- Try it -
If a line in the entries below contains "inset", copy it.
▬▬▬
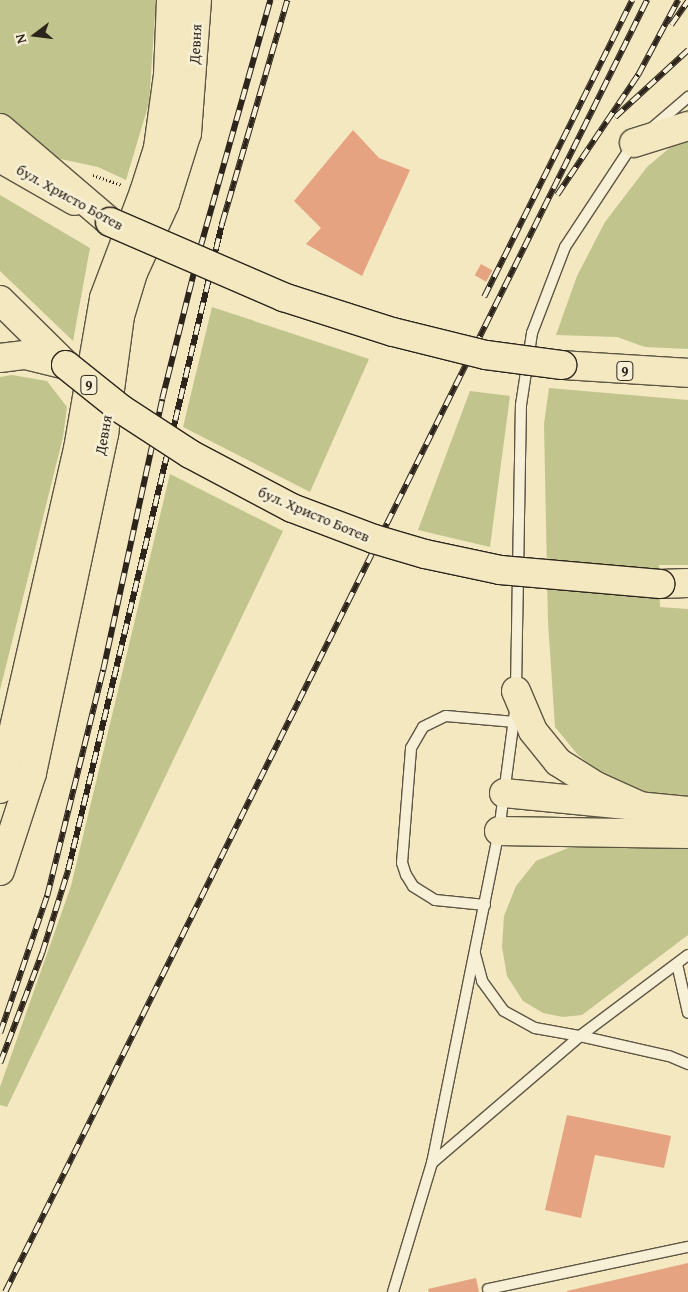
<!DOCTYPE html>
<meta charset="utf-8">
<style>
body{margin:0}
#map{position:relative;width:688px;height:1292px;overflow:hidden;background:#f3e8c0;font-family:"Gentium Book Plus",serif}
div>[style]{position:absolute}
[style*='--x']{left:calc(var(--x)*1px);top:calc(var(--y)*1px);width:calc(var(--w)*1px);rotate:calc(var(--a)*1deg)}
.green>*{inset:0;background:#c2c48e}
.building>*{inset:0;background:#e5a382;transform-origin:0 0}
.path>*{height:3px;margin-top:-1.5px;transform-origin:0;background:repeating-linear-gradient(90deg,#2d241b 0 1px,transparent 0 3.5px)}
.roads{filter:drop-shadow(1px 0 #5e5544) drop-shadow(-1px 0 #5e5544) drop-shadow(0 1px #5e5544) drop-shadow(0 -1px #5e5544)}
.service>*{height:10px;margin:-5px;padding:0 5px;transform-origin:5px;border-radius:5px;background:#f7f0d6}
.primary>*{height:28px;margin:-14px;padding:0 14px;transform-origin:14px;border-radius:14px;background:#f3e8c0}
.trunk>*{height:28px;margin:-14px;padding:0 14px;transform-origin:14px;border-radius:14px;background:#f3e8c0}
.rail>*{height:5.5px;margin-top:-2.75px;transform-origin:0;background:repeating-linear-gradient(90deg,#f7f0d6 0 11px,#2d241b 0 22px);box-sizing:border-box;border-block:1px solid #2d241b}
.bridges{filter:drop-shadow(1px 0 #2d241b) drop-shadow(-1px 0 #2d241b) drop-shadow(0 1px #2d241b) drop-shadow(0 -1px #2d241b)}
.trunk-bridge>*{height:28px;margin:-14px;padding:0 14px;transform-origin:14px;border-radius:14px;background:#f3e8c0}
span{translate:-50% -50%;white-space:nowrap;text-align:center;line-height:1.15;-webkit-text-stroke:5px #f7f0d6;paint-order:stroke}
.shield-label span{padding:1px 4px;background:#f7f0d6;border:1px solid;border-radius:4px;-webkit-text-stroke-width:0}
.shield-label{font-size:14px;color:#2d241b;font-weight:700}
.street-label{font-size:15px;color:#2d241b}
.north{position:absolute;left:10px;top:10px;width:50px;height:50px;-webkit-text-stroke:4px #f7f0d6;paint-order:stroke;rotate:255deg;font-size:14px;font-weight:700;line-height:20px;text-align:center;color:#2d241b}
.north::after{content:'';display:block;margin:auto;width:18px;height:22px;background:#2d241b;clip-path:polygon(50% 0,100% 100%,50% 72%,0 100%)}
</style>
<div id="map">
<div class="green">
<i style="clip-path:polygon(0 0,156px 0,149px 103px,126px 180px,98px 167px,42px 155px,0 116px)"></i>
<i style="clip-path:polygon(688px 138px,688px 349px,645px 347px,617px 337px,556px 335px,577px 276px,605px 222px,647px 167px,679px 140px)"></i>
<i style="clip-path:polygon(0 195px,90px 248px,73px 341px,0 271px)"></i>
<i style="clip-path:polygon(212px 307px,369px 359px,310px 492px,183px 427px)"></i>
<i style="clip-path:polygon(12px 375px,47px 381px,67px 407px,63px 437px,0 690px,0 377px)"></i>
<i style="clip-path:polygon(549px 388px,688px 400px,688px 565px,659px 565px,660px 607px,688px 609px,688px 798px,653px 794px,607px 778px,578px 755px,555px 727px,548px 622px,544px 424px)"></i>
<i style="clip-path:polygon(470px 391px,510px 396px,490px 547px,418px 530px)"></i>
<i style="clip-path:polygon(170px 474px,283px 531px,7px 1107px,0 1105px,0 1087px,71px 886px)"></i>
<i style="clip-path:polygon(688px 846px,688px 935px,582px 1015px,563px 1017px,543px 1013px,523px 1001px,507px 976px,502px 947px,504px 916px,516px 886px,536px 861px,568px 848px)"></i>
</div>
<div class="building">
<i style="clip-path:polygon(353px 130px,379px 158px,410px 170px,362px 276px,306px 244px,321px 228px,294px 201px)"></i>
<i style="left:481px;top:264px;width:13px;height:13px;rotate:29deg"></i>
<i style="clip-path:polygon(567px 1115px,671px 1136px,664px 1168px,595px 1155px,581px 1218px,545px 1210px)"></i>
<i style="clip-path:polygon(688px 1263px,688px 1292px,567px 1292px,567px 1291px)"></i>
<i style="clip-path:polygon(476px 1278px,479px 1292px,429px 1292px,428px 1289px)"></i>
</div>
<div class="path">
<i style="--x:93;--y:175;--w:31;--a:19"></i>
</div>
<div class="roads">
<div class="service">
<i style="--x:652;--y:128;--w:48;--a:-40.7"></i>
<i style="--x:516;--y:689;--w:284;--a:-89"></i>
<i style="--x:521;--y:405;--w:73;--a:-81.3"></i>
<i style="--x:532;--y:333;--w:92;--a:-69"></i>
<i style="--x:565;--y:247;--w:123;--a:-56.6"></i>
<i style="--x:485;--y:905;--w:50;--a:-174.3"></i>
<i style="--x:435;--y:900;--w:26;--a:-148"></i>
<i style="--x:413;--y:886;--w:13;--a:-122"></i>
<i style="--x:406;--y:875;--w:13;--a:-108"></i>
<i style="--x:402;--y:863;--w:115;--a:-85.5"></i>
<i style="--x:411;--y:748;--w:24;--a:-60"></i>
<i style="--x:423;--y:727;--w:25;--a:-26"></i>
<i style="--x:446;--y:716;--w:69;--a:5"></i>
<i style="--x:475;--y:954;--w:28;--a:75"></i>
<i style="--x:482;--y:981;--w:37;--a:54"></i>
<i style="--x:504;--y:1011;--w:35;--a:29"></i>
<i style="--x:535;--y:1028;--w:46;--a:10.1"></i>
<i style="--x:580;--y:1036;--w:135;--a:-36.9"></i>
<i style="--x:677;--y:964;--w:50;--a:77.3"></i>
<i style="--x:432;--y:1163;--w:195;--a:-40.6"></i>
<i style="--x:580;--y:1036;--w:91;--a:12.7"></i>
<i style="--x:669;--y:1056;--w:21;--a:23"></i>
<i style="--x:488;--y:1289;--w:204;--a:-11.9"></i>
<i style="--x:393;--y:1292;--w:135;--a:-73.2"></i>
<i style="--x:432;--y:1163;--w:339;--a:-78.6"></i>
<i style="--x:499;--y:831;--w:121;--a:-82.4"></i>
</div>
<div class="primary">
<i style="--x:0;--y:158;--w:86;--a:29.8"></i>
<i style="--x:0;--y:300;--w:93;--a:44.6"></i>
</div>
<div class="trunk">
<i style="--x:0;--y:128;--w:145;--a:40.5"></i>
<i style="--x:634;--y:143;--w:57;--a:-17.5"></i>
<i style="--x:0;--y:358;--w:25;--a:-7"></i>
<i style="--x:25;--y:355;--w:42;--a:13.7"></i>
<i style="--x:562;--y:365;--w:126;--a:3.6"></i>
<i style="--x:660;--y:584;--w:28;--a:-2"></i>
<i style="--x:516;--y:691;--w:43;--a:67"></i>
<i style="--x:533;--y:731;--w:40;--a:51"></i>
<i style="--x:558;--y:762;--w:45;--a:32.3"></i>
<i style="--x:596;--y:786;--w:56;--a:24.3"></i>
<i style="--x:0;--y:789;--w:349;--a:-77.1"></i>
<i style="--x:78;--y:449;--w:153;--a:-80.2"></i>
<i style="--x:104;--y:298;--w:113;--a:-69.3"></i>
<i style="--x:144;--y:192;--w:46;--a:-72.3"></i>
<i style="--x:158;--y:148;--w:74;--a:-82.2"></i>
<i style="--x:168;--y:75;--w:75;--a:-87.7"></i>
<i style="--x:504;--y:793;--w:185;--a:5.6"></i>
<i style="--x:499;--y:831;--w:189;--a:0.9"></i>
<i style="--x:0;--y:871;--w:103;--a:-71.9"></i>
<i style="--x:32;--y:773;--w:347;--a:-78"></i>
<i style="--x:104;--y:434;--w:119;--a:-82.3"></i>
<i style="--x:120;--y:316;--w:45;--a:-73.2"></i>
<i style="--x:133;--y:273;--w:77;--a:-65.4"></i>
<i style="--x:165;--y:203;--w:73;--a:-72.6"></i>
<i style="--x:187;--y:133;--w:133;--a:-85.7"></i>
</div>
</div>
<div class="rail">
<i style="--x:671;--y:25;--w:29;--a:-55"></i>
<i style="--x:615;--y:117;--w:99;--a:-42.5"></i>
<i style="--x:557;--y:195;--w:145;--a:-56"></i>
<i style="--x:638;--y:75;--w:85;--a:-61.9"></i>
<i style="--x:484;--y:297;--w:332;--a:-63.5"></i>
<i style="--x:0;--y:1033;--w:145;--a:-71.1"></i>
<i style="--x:47;--y:896;--w:233;--a:-76.1"></i>
<i style="--x:103;--y:670;--w:277;--a:-77.7"></i>
<i style="--x:162;--y:399;--w:156;--a:-75.9"></i>
<i style="--x:200;--y:248;--w:258;--a:-74.2"></i>
<i style="--x:0;--y:1063;--w:118;--a:-69.1"></i>
<i style="--x:42;--y:953;--w:87;--a:-72.6"></i>
<i style="--x:68;--y:870;--w:665;--a:-76.61"></i>
<i style="--x:222;--y:223;--w:232;--a:-73.7"></i>
<i style="--x:5;--y:1292;--w:1443;--a:-63.58"></i>
</div>
<div class="bridges">
<div class="trunk-bridge">
<i style="--x:110;--y:222;--w:189;--a:23.4"></i>
<i style="--x:283;--y:297;--w:115;--a:17.7"></i>
<i style="--x:393;--y:332;--w:96;--a:13.9"></i>
<i style="--x:486;--y:355;--w:77;--a:7.5"></i>
<i style="--x:66;--y:365;--w:70;--a:38.7"></i>
<i style="--x:121;--y:409;--w:82;--a:33.1"></i>
<i style="--x:190;--y:454;--w:115;--a:27.9"></i>
<i style="--x:292;--y:508;--w:88;--a:20.7"></i>
<i style="--x:374;--y:539;--w:53;--a:16.4"></i>
<i style="--x:425;--y:554;--w:77;--a:12"></i>
<i style="--x:500;--y:570;--w:161;--a:5"></i>
</div>
</div>
<div class="shield-label">
<span style="left:625px;top:371px">9</span>
<span style="left:89px;top:385px">9</span>
</div>
<div class="street-label">
<span style="left:195px;top:44px;rotate:-87deg">Девня</span>
<span style="left:70px;top:197px;rotate:29deg">бул. Христо Ботев</span>
<span style="left:103px;top:435px;rotate:-80deg">Девня</span>
<span style="left:314px;top:514px;rotate:23deg">бул. Христо Ботев</span>
</div>
<div class="north">N</div>
</div>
▬▬▬
- Solution -
.green>*{inset:0;background:#c2c48e}
.building>*{inset:0;background:#e5a382;transform-origin:0 0}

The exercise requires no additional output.